:: Exercise ::
Please copy out every line of the listing below in which the word "align" appears.

:: Data provided ::
****************************************

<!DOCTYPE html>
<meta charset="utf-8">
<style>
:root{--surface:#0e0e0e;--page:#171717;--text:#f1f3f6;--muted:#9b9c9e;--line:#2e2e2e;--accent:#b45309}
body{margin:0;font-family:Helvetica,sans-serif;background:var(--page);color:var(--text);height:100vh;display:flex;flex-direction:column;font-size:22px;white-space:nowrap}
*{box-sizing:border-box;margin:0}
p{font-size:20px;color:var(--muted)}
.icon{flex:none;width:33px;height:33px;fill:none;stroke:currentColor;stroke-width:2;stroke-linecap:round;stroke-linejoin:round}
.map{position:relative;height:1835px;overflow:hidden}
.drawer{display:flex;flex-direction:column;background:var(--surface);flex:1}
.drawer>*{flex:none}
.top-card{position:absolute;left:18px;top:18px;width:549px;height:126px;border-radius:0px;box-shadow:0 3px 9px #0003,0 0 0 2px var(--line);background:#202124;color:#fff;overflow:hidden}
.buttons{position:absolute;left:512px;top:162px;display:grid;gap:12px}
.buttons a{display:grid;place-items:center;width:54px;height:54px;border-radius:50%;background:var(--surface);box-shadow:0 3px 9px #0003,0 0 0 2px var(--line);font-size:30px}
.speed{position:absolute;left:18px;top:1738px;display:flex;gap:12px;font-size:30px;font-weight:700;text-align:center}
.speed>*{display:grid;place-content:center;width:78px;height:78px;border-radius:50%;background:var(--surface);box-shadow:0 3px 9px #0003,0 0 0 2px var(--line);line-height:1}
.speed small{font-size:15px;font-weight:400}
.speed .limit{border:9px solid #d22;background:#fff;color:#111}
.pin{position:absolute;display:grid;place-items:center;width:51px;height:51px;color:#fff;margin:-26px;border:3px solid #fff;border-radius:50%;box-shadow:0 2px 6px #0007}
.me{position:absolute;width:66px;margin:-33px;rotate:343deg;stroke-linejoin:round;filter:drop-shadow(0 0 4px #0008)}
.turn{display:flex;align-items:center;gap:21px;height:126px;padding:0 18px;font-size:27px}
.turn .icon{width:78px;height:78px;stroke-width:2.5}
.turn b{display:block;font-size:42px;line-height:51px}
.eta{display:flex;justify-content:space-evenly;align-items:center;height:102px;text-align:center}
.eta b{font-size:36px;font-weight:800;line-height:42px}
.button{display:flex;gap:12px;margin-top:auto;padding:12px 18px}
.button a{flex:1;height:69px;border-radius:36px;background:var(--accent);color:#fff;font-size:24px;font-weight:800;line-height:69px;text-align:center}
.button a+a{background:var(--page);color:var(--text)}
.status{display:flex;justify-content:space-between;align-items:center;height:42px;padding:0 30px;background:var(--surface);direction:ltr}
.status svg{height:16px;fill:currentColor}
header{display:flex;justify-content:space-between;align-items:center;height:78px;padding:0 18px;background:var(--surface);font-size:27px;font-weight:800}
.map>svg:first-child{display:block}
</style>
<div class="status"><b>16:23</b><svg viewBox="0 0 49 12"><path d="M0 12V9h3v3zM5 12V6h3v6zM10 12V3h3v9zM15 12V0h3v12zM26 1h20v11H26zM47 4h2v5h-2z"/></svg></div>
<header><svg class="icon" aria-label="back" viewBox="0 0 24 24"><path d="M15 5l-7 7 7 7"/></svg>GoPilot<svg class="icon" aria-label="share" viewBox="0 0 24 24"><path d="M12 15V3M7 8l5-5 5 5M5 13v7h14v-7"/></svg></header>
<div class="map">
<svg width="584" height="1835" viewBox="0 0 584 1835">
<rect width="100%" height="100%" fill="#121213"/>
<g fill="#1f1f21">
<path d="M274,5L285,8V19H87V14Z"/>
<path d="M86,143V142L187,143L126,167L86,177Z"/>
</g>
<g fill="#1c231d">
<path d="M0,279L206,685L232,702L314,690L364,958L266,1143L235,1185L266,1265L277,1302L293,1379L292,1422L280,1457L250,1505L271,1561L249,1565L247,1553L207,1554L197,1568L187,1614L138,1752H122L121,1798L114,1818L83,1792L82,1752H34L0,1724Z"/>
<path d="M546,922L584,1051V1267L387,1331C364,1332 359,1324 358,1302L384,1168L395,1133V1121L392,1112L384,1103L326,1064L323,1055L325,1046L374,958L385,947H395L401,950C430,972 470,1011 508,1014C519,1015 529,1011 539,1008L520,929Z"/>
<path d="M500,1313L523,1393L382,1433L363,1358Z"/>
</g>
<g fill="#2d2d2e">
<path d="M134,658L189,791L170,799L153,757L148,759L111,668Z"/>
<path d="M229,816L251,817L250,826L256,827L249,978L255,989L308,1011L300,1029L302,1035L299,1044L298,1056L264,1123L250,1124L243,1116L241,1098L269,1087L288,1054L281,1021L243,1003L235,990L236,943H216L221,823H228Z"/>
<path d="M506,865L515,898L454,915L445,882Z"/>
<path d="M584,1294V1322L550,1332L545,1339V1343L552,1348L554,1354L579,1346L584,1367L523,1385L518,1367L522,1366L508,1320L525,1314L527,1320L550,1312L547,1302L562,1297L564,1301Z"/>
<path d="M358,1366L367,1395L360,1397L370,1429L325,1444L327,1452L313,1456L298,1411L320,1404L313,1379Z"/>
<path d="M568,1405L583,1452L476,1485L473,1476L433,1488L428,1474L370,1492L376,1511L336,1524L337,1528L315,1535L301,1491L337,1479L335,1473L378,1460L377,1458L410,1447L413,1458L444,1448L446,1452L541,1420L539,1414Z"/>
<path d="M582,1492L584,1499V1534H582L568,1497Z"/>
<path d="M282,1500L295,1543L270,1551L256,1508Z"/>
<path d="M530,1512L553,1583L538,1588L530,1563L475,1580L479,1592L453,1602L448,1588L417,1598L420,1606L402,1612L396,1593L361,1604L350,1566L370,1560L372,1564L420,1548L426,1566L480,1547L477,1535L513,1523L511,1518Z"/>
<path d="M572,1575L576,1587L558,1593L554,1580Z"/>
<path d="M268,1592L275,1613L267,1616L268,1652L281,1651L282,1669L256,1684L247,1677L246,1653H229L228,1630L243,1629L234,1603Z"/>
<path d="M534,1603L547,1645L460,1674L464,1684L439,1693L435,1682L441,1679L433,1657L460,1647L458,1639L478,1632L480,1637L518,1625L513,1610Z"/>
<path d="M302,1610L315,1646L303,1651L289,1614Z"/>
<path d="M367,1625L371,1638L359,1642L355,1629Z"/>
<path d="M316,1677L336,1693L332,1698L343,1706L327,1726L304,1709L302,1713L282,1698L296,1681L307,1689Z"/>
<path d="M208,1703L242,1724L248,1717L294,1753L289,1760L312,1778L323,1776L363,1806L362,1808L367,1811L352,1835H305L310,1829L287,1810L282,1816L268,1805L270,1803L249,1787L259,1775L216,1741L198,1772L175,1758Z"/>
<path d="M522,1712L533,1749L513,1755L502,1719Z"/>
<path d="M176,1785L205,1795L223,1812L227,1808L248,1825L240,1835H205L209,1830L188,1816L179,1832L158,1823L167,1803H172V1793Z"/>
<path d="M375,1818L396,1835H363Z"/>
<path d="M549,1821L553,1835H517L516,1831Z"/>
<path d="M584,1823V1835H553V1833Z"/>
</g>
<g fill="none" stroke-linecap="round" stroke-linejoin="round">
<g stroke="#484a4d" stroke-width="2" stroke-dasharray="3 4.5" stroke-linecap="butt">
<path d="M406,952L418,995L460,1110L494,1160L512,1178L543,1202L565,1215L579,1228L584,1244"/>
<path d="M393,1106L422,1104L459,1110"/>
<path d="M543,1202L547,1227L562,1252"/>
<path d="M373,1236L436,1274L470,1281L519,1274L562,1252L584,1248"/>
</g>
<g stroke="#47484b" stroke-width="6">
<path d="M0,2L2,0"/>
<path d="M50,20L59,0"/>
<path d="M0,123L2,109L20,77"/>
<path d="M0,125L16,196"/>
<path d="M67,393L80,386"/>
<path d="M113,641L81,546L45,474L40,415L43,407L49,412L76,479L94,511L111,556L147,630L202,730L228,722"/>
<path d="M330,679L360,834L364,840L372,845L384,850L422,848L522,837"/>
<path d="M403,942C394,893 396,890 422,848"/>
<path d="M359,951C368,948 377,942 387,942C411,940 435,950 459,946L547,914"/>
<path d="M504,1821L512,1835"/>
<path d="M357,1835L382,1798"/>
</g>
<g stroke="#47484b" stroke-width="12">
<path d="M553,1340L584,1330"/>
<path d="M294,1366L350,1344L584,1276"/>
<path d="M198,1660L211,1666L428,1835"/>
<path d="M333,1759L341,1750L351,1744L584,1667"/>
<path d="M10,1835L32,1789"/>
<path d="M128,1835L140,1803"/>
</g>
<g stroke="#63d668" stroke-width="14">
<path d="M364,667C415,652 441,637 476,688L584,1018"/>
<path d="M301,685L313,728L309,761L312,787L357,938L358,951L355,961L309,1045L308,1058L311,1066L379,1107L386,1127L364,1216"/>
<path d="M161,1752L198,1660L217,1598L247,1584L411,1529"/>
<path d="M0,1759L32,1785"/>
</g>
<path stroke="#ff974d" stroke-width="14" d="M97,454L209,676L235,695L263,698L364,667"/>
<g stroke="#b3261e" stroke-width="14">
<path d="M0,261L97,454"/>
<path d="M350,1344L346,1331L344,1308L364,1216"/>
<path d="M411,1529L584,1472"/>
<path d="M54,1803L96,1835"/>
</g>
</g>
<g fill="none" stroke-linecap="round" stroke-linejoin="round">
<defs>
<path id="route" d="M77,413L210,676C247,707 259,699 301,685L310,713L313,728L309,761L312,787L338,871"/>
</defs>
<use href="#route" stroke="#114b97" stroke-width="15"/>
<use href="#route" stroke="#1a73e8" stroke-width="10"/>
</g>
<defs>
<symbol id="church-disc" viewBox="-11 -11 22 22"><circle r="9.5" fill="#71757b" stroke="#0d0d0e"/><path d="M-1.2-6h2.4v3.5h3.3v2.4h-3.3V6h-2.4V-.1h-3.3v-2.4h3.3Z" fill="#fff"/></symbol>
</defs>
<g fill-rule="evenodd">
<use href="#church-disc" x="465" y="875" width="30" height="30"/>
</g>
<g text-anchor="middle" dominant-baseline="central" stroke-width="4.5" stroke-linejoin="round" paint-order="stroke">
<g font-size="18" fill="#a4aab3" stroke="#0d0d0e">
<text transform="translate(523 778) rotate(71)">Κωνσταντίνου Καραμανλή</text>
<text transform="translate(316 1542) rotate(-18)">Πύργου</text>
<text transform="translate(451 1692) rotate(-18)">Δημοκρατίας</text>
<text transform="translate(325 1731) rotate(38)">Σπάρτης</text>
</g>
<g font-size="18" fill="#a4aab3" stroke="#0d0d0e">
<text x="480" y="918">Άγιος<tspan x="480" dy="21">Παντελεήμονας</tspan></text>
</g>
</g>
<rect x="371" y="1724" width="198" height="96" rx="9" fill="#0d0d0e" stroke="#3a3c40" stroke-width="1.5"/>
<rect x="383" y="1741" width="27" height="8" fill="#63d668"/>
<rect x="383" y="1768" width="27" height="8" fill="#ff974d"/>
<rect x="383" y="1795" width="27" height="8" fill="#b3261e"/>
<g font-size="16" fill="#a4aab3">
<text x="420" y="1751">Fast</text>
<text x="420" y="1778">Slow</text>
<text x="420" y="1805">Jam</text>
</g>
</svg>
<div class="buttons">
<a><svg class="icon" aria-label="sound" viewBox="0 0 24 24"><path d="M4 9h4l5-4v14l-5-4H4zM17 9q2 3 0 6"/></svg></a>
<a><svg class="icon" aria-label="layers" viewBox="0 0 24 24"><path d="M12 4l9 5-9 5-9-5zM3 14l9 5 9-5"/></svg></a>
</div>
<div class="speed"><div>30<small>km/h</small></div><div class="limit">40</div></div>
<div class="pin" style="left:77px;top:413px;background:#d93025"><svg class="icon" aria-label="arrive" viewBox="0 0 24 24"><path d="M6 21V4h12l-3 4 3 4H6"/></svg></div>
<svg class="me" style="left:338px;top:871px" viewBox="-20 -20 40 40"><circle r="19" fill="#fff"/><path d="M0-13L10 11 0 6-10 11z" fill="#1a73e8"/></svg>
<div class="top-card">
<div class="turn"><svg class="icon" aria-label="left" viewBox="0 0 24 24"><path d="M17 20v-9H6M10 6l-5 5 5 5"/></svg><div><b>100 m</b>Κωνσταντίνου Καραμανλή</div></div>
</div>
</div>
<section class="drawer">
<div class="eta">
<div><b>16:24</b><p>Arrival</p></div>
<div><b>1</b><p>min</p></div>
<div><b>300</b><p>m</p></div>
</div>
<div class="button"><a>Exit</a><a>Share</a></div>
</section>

****************************************

:: Result below ::
.speed{position:absolute;left:18px;top:1738px;display:flex;gap:12px;font-size:30px;font-weight:700;text-align:center}
.turn{display:flex;align-items:center;gap:21px;height:126px;padding:0 18px;font-size:27px}
.eta{display:flex;justify-content:space-evenly;align-items:center;height:102px;text-align:center}
.button a{flex:1;height:69px;border-radius:36px;background:var(--accent);color:#fff;font-size:24px;font-weight:800;line-height:69px;text-align:center}
.status{display:flex;justify-content:space-between;align-items:center;height:42px;padding:0 30px;background:var(--surface);direction:ltr}
header{display:flex;justify-content:space-between;align-items:center;height:78px;padding:0 18px;background:var(--surface);font-size:27px;font-weight:800}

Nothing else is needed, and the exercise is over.